Scott Greenholt is PMP certified and has 20 years of project and business analysis experience at all levels of the enterprise.

He is the President of the Pittsburgh Chapter of the International Institute of Business Analysis (IIBA) and he chairs the Information Technology Special Interest Group of the Pittsburgh Project Management Institute (PMI).

Communications Channels

Communication channels are the number of person to person ways a team can communicate. The formula to calculate the number of communications channels is:

(n*(n-1))/2 where n is the number of people on the team.

Communications Channels Graph

For example, a three person team has three channels (A - B, A - C, and B - C). Adding a fourth person increases the communications channels to six.

Sometimes its hard to grasp the concept of how much more difficult communications becomes as more people get involved.

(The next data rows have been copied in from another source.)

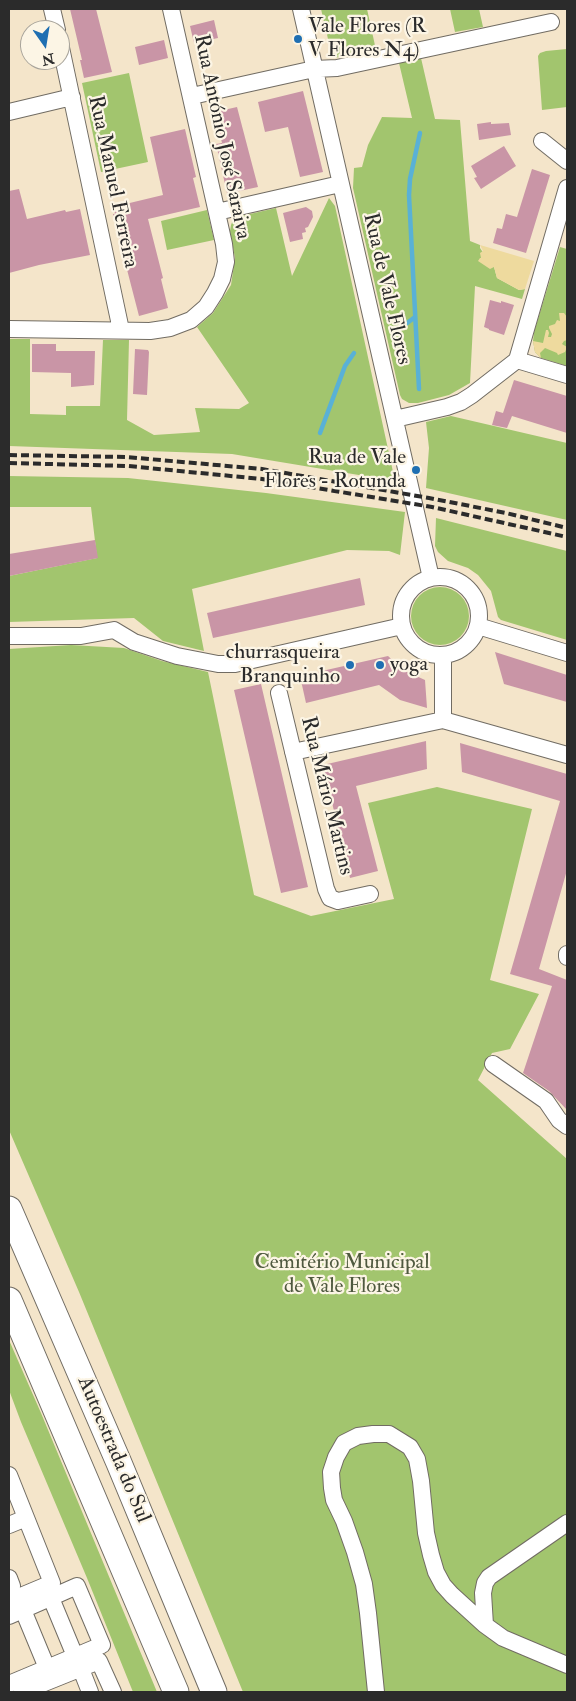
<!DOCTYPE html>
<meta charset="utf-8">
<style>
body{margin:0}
#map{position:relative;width:576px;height:1701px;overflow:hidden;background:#f4e5ca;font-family:"IM FELL Double Pica",serif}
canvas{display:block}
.frame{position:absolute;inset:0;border:10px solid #2b2b2b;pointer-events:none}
.north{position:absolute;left:20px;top:20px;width:50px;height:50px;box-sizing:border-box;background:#fcf5e5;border:1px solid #a8a49b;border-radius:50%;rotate:167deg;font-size:14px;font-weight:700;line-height:20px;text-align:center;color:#2b2b2b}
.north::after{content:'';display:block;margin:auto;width:18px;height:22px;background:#1f6fb2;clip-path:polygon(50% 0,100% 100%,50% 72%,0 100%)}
</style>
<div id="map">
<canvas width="576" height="1701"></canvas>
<div class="frame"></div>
<div class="north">N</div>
</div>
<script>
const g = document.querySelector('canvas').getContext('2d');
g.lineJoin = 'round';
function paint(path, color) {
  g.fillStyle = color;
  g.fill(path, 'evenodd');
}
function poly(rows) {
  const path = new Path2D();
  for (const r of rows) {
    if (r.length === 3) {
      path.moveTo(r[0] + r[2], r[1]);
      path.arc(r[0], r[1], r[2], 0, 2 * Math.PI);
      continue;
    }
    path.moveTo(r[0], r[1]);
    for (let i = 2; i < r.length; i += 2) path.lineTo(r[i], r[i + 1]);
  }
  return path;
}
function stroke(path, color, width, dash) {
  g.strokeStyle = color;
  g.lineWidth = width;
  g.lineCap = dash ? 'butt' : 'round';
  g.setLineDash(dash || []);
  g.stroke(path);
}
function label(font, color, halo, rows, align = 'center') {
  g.font = font + ' "IM FELL Double Pica",serif';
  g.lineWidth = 4.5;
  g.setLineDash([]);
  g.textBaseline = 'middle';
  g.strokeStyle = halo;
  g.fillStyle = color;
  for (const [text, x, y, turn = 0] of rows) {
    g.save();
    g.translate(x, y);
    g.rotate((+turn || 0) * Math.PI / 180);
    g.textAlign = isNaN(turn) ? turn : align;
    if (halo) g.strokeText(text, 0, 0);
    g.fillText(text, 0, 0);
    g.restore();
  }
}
const green = poly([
 [321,9,367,9,376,50,334,58,332,56],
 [450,9,479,9,483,27,455,32],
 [567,49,567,107,542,110,538,56,540,53,546,51],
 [421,58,435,119,460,120,470,241,480,245,480,248,492,266,494,267,497,278,519,290,525,289,522,299,475,286,470,383,449,395,418,403,409,403,402,399,400,395,353,188,354,168,362,167,368,145,382,117,412,118,399,63],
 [129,73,148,162,101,172,82,83],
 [329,198,335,206,395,481,232,454,9,446,9,339,30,339,30,414,66,415,66,406,100,406,103,340,129,340,127,420,154,435,200,432,195,408,239,409,249,403,197,327,213,313,231,285,235,258,230,231,231,225,233,220,237,217,276,208,292,276],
 [207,210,214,240,167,250,161,221],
 [560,247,567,249,567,366,541,358,535,352,533,341,534,332],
 [451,416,567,443,567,520,426,488,429,448,426,422],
 [9,476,128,478,266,493,405,512,400,555,389,551,347,550,192,589,204,651,163,641,134,618,9,622,9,576,97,558,91,507,9,507],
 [436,518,567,551,567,640,501,620,498,617,491,591,478,575,468,568,448,561,438,552,435,546],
 [440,616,29],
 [71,645,124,648,162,661,208,672,254,895,311,916,394,899,368,803,437,787,532,809,490,980,539,994,510,1049,492,1053,478,1080,567,1159,567,1692,243,1692,79,1292,9,1130,9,649],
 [9,1340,41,1413,157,1692,133,1692,87,1578,21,1422,9,1390]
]);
const sand = poly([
 [480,245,534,261,525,289,519,290,497,278,494,267,490,269,478,261,480,258,481,258,480,253,483,251],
 [559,313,564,313,567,317,567,340,564,341,562,344,567,347,565,352,558,355,557,353,545,348,540,353,541,358,535,352,533,341,543,343,546,330,548,330,549,333,548,337,551,337,552,334,549,328,549,326,555,324,557,320,560,321]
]);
const stream = poly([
 [402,327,415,317],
 [419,389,409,195,410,179,420,133],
 [320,433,345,366,354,353]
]);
const building = poly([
 [70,9,96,9,112,72,84,78,80,60,82,60],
 [214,20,218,38,194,43,190,26],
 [164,40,168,58,139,65,135,47],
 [303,91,323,172,300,177,288,127,265,132,258,102],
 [237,107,258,187,230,193,227,193,216,144,222,143,215,112],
 [491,122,491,124,509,123,511,135,479,140,477,124],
 [185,129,196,177,193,178,200,207,148,219,163,278,161,279,168,308,139,316,116,227,113,214,115,214,113,207,163,195,150,137],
 [504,146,516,166,481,189,474,178,477,177,471,166],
 [532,169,550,175,526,253,493,243,497,228,502,229,506,214,517,217],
 [19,189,27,219,65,210,66,212,80,209,90,255,39,265,9,273,9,191],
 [306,207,312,211,313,217,308,227,305,228,306,232,302,233,303,239,290,242,283,213],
 [490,300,501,303,501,301,514,305,504,335,489,330,489,329,484,327],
 [32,344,56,344,56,351,95,351,94,385,71,387,71,373,32,372],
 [135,349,148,350,149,352,147,395,133,394],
 [514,380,567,396,567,433,512,416,507,428,492,425,496,411,503,413],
 [95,540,98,558,9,576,9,554],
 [360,578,365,605,213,638,207,613],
 [495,652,567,675,567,702,504,684],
 [388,656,403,670,425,680,427,708,400,700,379,685,306,703,300,676],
 [261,684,308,887,281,893,234,690],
 [426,741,427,769,356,786,378,871,350,878,323,765],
 [460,743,567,774,567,870,539,969,567,980,567,1110,549,1091,523,1073,552,986,510,974,560,801,462,772]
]);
const minor = poly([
 [52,9,57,30],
 [301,9,431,578],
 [60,43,121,330],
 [192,96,314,69,337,68,551,22],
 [9,112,72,97],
 [542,141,567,161],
 [217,212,340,184],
 [9,329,150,331,170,328,191,320,206,307,215,293,222,279,226,262,224,244,171,9],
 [517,360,567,188],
 [395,419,447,407,461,402,472,395,517,360,567,375],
 [440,616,39],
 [478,626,567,653],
 [9,636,81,636,114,630,134,642,177,656,218,664,235,664,402,626],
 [443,656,443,720],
 [279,693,326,889,330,898,338,901,370,894],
 [293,752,443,720,567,755],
 [567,954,567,957],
 [493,1064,546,1101,559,1120,567,1126],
 [9,1475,52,1583,9,1601],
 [9,1525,26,1518],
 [9,1578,12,1586],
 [51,1598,75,1656],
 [23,1610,47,1668],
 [9,1616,77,1586,102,1645,9,1684],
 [485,1625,483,1593,485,1583,489,1577,567,1523],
 [81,1669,90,1692],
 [22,1692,99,1661,113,1692],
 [376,1692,368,1613,364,1584,355,1552,344,1521,334,1500,332,1488,331,1472,336,1457,344,1443,358,1436,373,1434,389,1434,410,1447,417,1459,421,1481,426,1533,431,1555,436,1572,443,1585,452,1595,485,1625,503,1638,567,1665]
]);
const highway = poly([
 [9,1209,119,1463,214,1692],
 [9,1300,176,1692]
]);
const rail = poly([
 [9,455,126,457,262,469,429,498,506,513,567,528],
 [9,463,128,466,262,479,432,507,567,537]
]);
const markers = [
 [298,39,5,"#1f6fb2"],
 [416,470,5,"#1f6fb2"],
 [350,665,5,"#1f6fb2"],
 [380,665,5,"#1f6fb2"]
];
const poiNames = [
 ["Vale Flores (R",308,27],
 ["V Flores N4)",308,51],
 ["Rua de Vale",406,458,"right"],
 ["Flores - Rotunda",406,482,"right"],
 ["churrasqueira",340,653,"right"],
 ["Branquinho",340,677,"right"],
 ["yoga",390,665]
];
const streetNames = [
 ["Rua António José Saraiva",221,137,78],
 ["Rua Manuel Ferreira",112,182,78],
 ["Rua de Vale Flores",386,289,77],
 ["Rua Mário Martins",326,796,76],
 ["Autoestrada do Sul",113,1450,67]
];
const parkNames = [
 ["Cemitério Municipal",342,1263],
 ["de Vale Flores",342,1287]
];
paint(green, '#a2c56e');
paint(sand, '#eeda9e');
stroke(stream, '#59b1d6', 4.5);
paint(building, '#c995a6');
stroke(minor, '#716c63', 18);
stroke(highway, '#716c63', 27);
stroke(minor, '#fff', 16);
stroke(highway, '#fff', 25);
stroke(rail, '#2b2b2b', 4, [8, 4]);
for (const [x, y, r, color] of markers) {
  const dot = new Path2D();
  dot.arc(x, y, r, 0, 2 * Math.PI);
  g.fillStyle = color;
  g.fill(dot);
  stroke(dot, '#fcf5e5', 2);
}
label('21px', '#2b2b2b', '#fcf5e5', poiNames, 'left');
label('21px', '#2b2b2b', '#fcf5e5', streetNames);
label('21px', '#4f593f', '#fcf5e5', parkNames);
</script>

We all know it happens, but just how difficult can things become?

One of the masterful equations that experienced project managers know is the communications channels equation. It goes like this, for each person added to a project team, the number of ways communications can flow between team members grows in an exponential fashion.

To figure the quantity of links between team members, we use the formula (n*(n-1))/2 where n represents the number of people on the team.

The graph shows how simply adding a 10th person to a team increases the communications channels from 36 to 45. That's 9 additional communications channels by adding the 10th person.

In fact, by adding the 50th person to a team adds 49 additional communications channels for a whopping total of 1,225 ways the communications can flow between team members on a team.

 

The Formula

The number of communications channels on a project team is determined by the following equation:

(n*(n-1))/2 where n is the number of people on the team.